The string "Keep" may appear in lines of the listing. Report each line where it does.

### LISTED ENTRIES:
..........

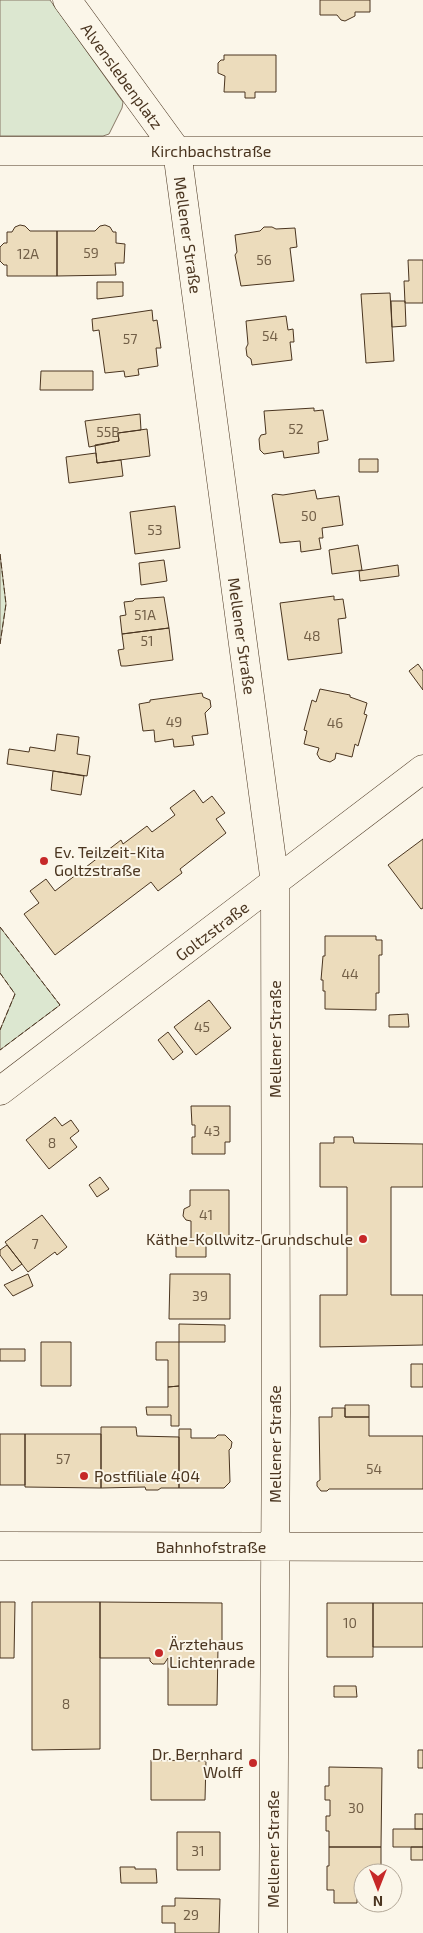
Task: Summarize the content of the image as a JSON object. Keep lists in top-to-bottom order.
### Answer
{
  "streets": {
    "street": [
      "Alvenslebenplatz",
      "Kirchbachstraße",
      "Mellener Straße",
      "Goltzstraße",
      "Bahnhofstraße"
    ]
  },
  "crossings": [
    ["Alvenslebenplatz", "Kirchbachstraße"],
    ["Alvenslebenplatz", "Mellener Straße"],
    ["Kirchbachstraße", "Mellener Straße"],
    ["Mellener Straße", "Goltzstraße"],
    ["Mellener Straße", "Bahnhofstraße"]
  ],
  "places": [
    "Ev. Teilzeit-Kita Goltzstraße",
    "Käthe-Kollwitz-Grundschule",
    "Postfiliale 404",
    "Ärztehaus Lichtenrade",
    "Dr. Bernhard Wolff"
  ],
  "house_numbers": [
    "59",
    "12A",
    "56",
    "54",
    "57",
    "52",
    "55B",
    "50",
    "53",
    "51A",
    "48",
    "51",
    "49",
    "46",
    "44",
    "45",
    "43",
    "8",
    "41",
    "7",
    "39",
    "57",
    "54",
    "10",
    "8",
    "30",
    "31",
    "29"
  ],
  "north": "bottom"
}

..........

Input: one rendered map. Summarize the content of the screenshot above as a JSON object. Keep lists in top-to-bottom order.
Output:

..........

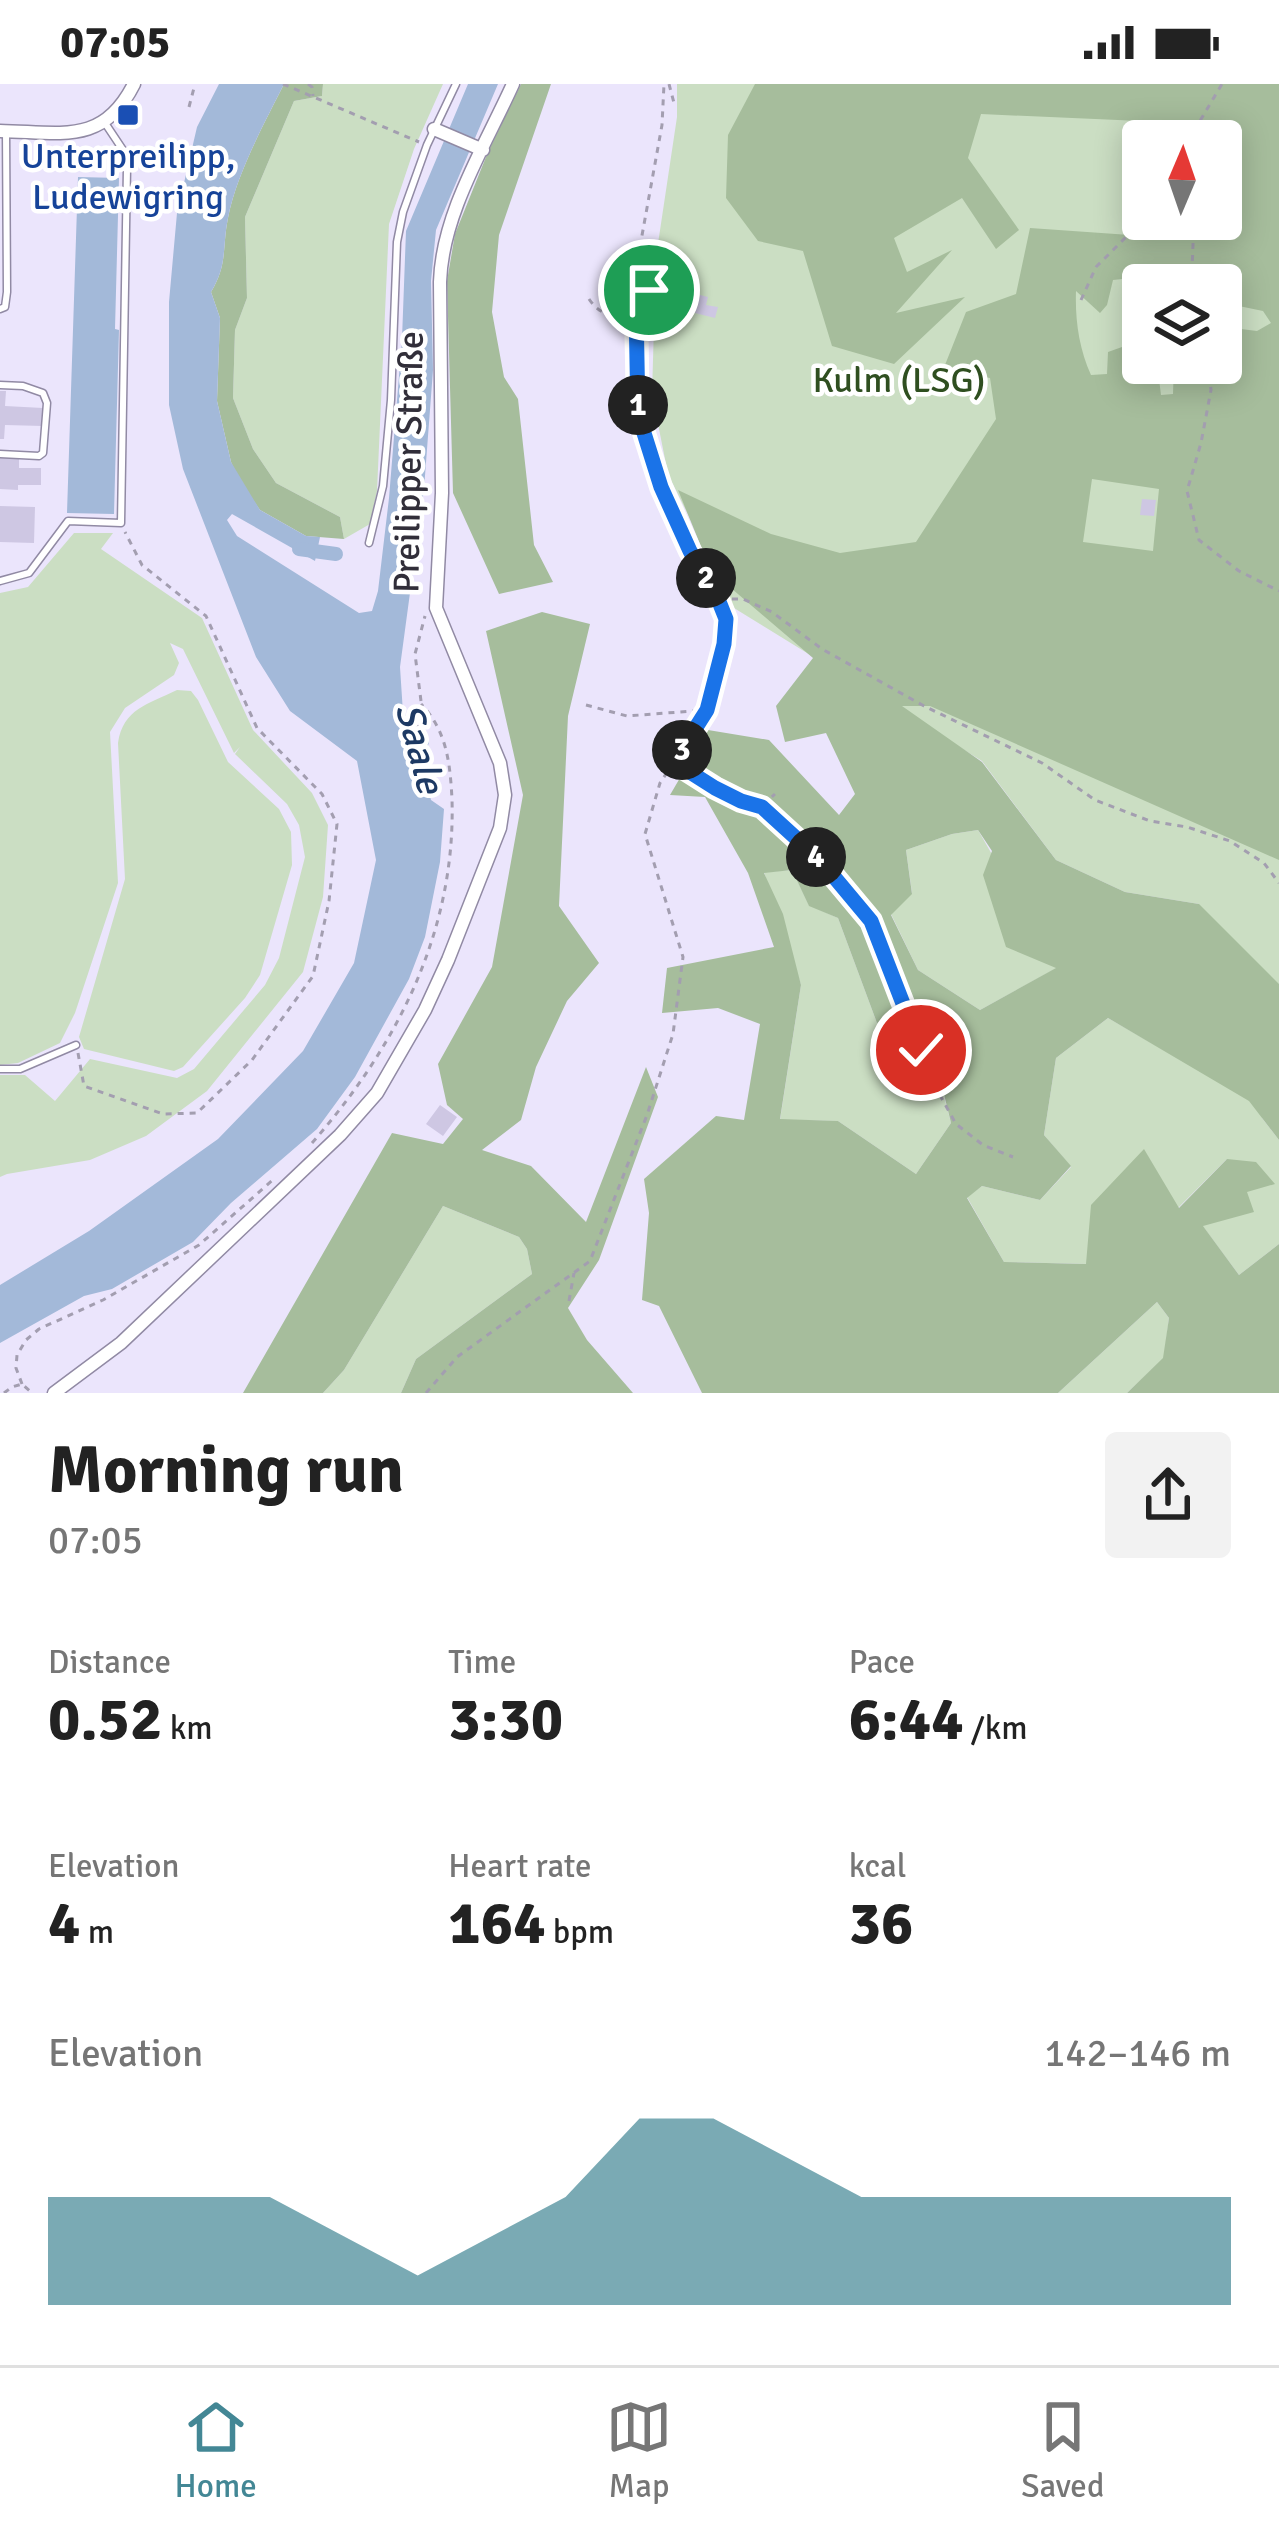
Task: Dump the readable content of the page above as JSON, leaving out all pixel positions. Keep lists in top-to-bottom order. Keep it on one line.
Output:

..........

### WRITTEN SOLUTION:
Task: Summarize the content of the image as a JSON object. Keep lists in top-to-bottom order.
Input: one rendered map. Summarize the content of the screenshot above as a JSON object. Keep lists in top-to-bottom order.
Task: Dump the readable content of the page above as JSON, leaving out all pixel positions. Keep lists in top-to-bottom order. Keep it on one line.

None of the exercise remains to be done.